Daniel Sobral wrote:
Your problem is that "println" does not pass any arguments when it calls what you pass to it.

Or, in other words, you wrote:

tracks\\"track" foreach { println(x => x "name" text) }

And you wanted:

tracks\\"track" foreach { x => println(x \"name" text) }

When you use "_", the scope is almost aways the closest enclosing parenthesis.

On Sun, Jul 5, 2009 at 2:16 PM, Chris Lewis <chris@...> wrote:
Hello list,

I'm having a strange type resolution error in a function literal.
Given this:

tracks\\"track" foreach { track => println(track\"name" text) }

where tracks is a NodeSeq, I can iterate over each "track" element and
dump its "name" text node.
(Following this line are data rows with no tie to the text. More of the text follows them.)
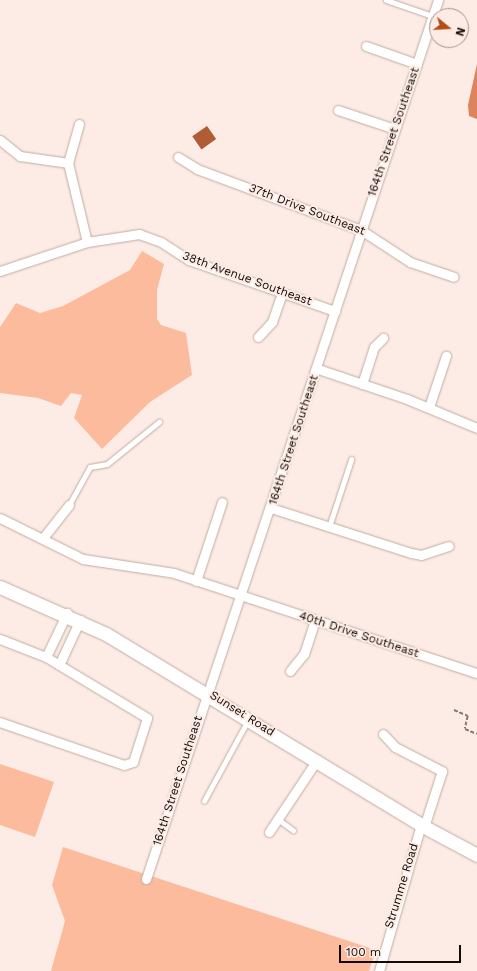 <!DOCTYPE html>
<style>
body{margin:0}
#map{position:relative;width:477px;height:971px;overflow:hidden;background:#fdece5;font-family:"Work Sans",sans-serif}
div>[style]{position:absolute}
.green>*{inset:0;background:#fdbb9e}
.water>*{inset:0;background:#dc845c}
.building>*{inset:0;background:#b05c35;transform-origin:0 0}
.path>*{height:1.5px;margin-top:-0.75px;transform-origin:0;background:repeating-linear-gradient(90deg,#867a75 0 4px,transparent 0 6px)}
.roads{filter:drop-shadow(0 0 1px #c0aca3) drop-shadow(0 0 1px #c0aca3)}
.lane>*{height:4.5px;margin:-2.25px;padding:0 2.25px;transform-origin:2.25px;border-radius:2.25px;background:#fff}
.street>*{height:9px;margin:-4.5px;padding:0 4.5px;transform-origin:4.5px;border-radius:4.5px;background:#fff}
.secondary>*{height:13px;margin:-6.5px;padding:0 6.5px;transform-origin:6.5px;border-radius:6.5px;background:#fff}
span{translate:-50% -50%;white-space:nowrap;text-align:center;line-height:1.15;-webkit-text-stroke:4px #fdece5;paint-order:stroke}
.street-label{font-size:12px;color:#120b08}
.north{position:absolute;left:429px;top:8px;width:40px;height:40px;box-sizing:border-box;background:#fdece5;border:1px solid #9f928d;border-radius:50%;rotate:108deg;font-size:11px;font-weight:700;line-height:16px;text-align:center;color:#120b08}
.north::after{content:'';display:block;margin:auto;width:14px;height:18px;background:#b14e18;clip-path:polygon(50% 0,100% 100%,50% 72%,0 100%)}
.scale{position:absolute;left:339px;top:945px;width:122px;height:18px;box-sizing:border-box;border:2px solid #120b08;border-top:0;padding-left:5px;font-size:12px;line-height:14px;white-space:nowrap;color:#120b08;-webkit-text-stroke:3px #fdece5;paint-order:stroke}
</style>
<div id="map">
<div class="green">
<i style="clip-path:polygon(142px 251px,164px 264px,157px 290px,157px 319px,161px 325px,186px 333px,192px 375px,150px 402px,102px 449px,74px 418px,82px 395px,71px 393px,61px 406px,38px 398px,0 393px,0 327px,16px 303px,40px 313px,63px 306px,130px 270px)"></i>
<i style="clip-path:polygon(0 764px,54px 782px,35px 837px,0 825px)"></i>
<i style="clip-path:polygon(63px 847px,376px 950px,369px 971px,51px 971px,65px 921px,52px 885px)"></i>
</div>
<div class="water">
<i style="clip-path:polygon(477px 64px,477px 119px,469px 116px,468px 105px)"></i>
</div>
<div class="building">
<i style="left:207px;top:126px;width:16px;height:18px;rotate:55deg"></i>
</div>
<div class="path">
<i style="left:454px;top:710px;width:15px;rotate:23deg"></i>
<i style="left:468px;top:716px;width:13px;rotate:103deg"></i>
<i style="left:465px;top:729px;width:13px;rotate:23deg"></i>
</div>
<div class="roads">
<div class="lane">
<i style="left:386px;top:0;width:50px;rotate:18.8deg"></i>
<i style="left:69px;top:505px;width:43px;rotate:-61.1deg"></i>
<i style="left:90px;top:467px;width:17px;rotate:-10deg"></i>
<i style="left:107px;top:464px;width:67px;rotate:-38.9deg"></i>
<i style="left:329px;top:527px;width:71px;rotate:-71.8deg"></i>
<i style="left:204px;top:801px;width:90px;rotate:-61.4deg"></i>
<i style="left:278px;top:819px;width:19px;rotate:36deg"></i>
</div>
<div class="street">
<i style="left:366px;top:46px;width:54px;rotate:19.4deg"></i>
<i style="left:338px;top:110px;width:60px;rotate:18.4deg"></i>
<i style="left:79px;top:124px;width:41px;rotate:105.8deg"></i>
<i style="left:68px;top:163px;width:81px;rotate:76.5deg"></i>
<i style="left:0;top:140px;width:26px;rotate:39deg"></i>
<i style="left:20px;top:156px;width:49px;rotate:8.3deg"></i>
<i style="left:178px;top:157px;width:22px;rotate:32deg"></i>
<i style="left:197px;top:169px;width:175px;rotate:20.4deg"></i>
<i style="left:361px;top:230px;width:59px;rotate:33.1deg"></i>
<i style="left:410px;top:262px;width:46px;rotate:18.8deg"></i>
<i style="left:0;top:271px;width:92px;rotate:-18.4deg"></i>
<i style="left:87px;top:242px;width:53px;rotate:-8.7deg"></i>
<i style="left:139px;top:234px;width:23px;rotate:20deg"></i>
<i style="left:161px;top:242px;width:33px;rotate:33deg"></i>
<i style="left:189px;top:260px;width:155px;rotate:19.3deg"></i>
<i style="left:258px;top:337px;width:21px;rotate:-47deg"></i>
<i style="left:272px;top:322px;width:31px;rotate:-71deg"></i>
<i style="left:318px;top:369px;width:94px;rotate:18.6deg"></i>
<i style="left:407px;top:399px;width:76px;rotate:22.5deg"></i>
<i style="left:362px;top:384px;width:39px;rotate:-72deg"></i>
<i style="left:374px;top:347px;width:13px;rotate:-45deg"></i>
<i style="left:429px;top:407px;width:54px;rotate:-71.6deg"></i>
<i style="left:271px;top:508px;width:147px;rotate:17.8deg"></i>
<i style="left:411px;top:553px;width:10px;rotate:11deg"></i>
<i style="left:421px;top:555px;width:29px;rotate:-18deg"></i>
<i style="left:0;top:518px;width:93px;rotate:26.3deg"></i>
<i style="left:83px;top:559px;width:92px;rotate:8.7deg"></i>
<i style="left:174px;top:573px;width:319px;rotate:18.3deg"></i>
<i style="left:43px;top:538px;width:42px;rotate:-51.8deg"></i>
<i style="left:196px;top:581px;width:83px;rotate:-71.8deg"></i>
<i style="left:0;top:639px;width:49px;rotate:21.4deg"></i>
<i style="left:46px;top:657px;width:118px;rotate:31.1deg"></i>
<i style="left:147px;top:718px;width:46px;rotate:107.7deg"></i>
<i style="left:133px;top:762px;width:9px;rotate:162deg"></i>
<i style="left:124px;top:765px;width:131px;rotate:-160.9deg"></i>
<i style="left:46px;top:657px;width:49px;rotate:-64.5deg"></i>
<i style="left:59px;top:665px;width:50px;rotate:-65deg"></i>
<i style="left:290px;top:671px;width:22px;rotate:-51deg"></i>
<i style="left:304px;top:654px;width:36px;rotate:-72deg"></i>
<i style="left:383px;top:734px;width:18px;rotate:47deg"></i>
<i style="left:395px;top:747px;width:53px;rotate:27.1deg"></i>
<i style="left:442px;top:771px;width:59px;rotate:107.8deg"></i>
<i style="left:269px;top:832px;width:87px;rotate:-56.3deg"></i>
<i style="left:146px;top:879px;width:926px;rotate:-71.62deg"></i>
<i style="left:379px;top:971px;width:152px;rotate:-74deg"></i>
</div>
<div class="secondary">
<i style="left:0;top:587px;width:116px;rotate:23.9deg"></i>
<i style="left:106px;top:634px;width:368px;rotate:31.2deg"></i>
<i style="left:421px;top:825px;width:64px;rotate:28.2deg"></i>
</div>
</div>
<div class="street-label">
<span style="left:394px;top:132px;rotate:-71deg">164th Street Southeast</span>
<span style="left:307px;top:210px;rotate:21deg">37th Drive Southeast</span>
<span style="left:247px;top:279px;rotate:20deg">38th Avenue Southeast</span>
<span style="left:294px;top:440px;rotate:-72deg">164th Street Southeast</span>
<span style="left:359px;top:635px;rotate:18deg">40th Drive Southeast</span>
<span style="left:242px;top:714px;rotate:32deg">Sunset Road</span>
<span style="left:178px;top:781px;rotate:-72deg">164th Street Southeast</span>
<span style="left:402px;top:886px;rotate:-73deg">Strumme Road</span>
</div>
<div class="north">N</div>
<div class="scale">100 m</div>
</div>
The literal syntax doesn't have a type
declaration, and so I figured this could be further reduced:

tracks\\"track" foreach { println(_\"name" text) }

However the compiler falls over with:

error: missing parameter type for expanded function ((x$1) =>
x$1.$bslash("name").text)
   tracks\\"track" foreach { println(_\"name" text) }

That doesn't make sense, give that a) it knows the type of the
collection (inferred to NodeSeq) and b) the working example merely
names the variable, but doesn't declare its type. Am I missing
something here?

Sincerely,
Chris




--
Daniel C. Sobral

Something I learned in academia: there are three kinds of academic reviews: review by name, review by reference and review by value.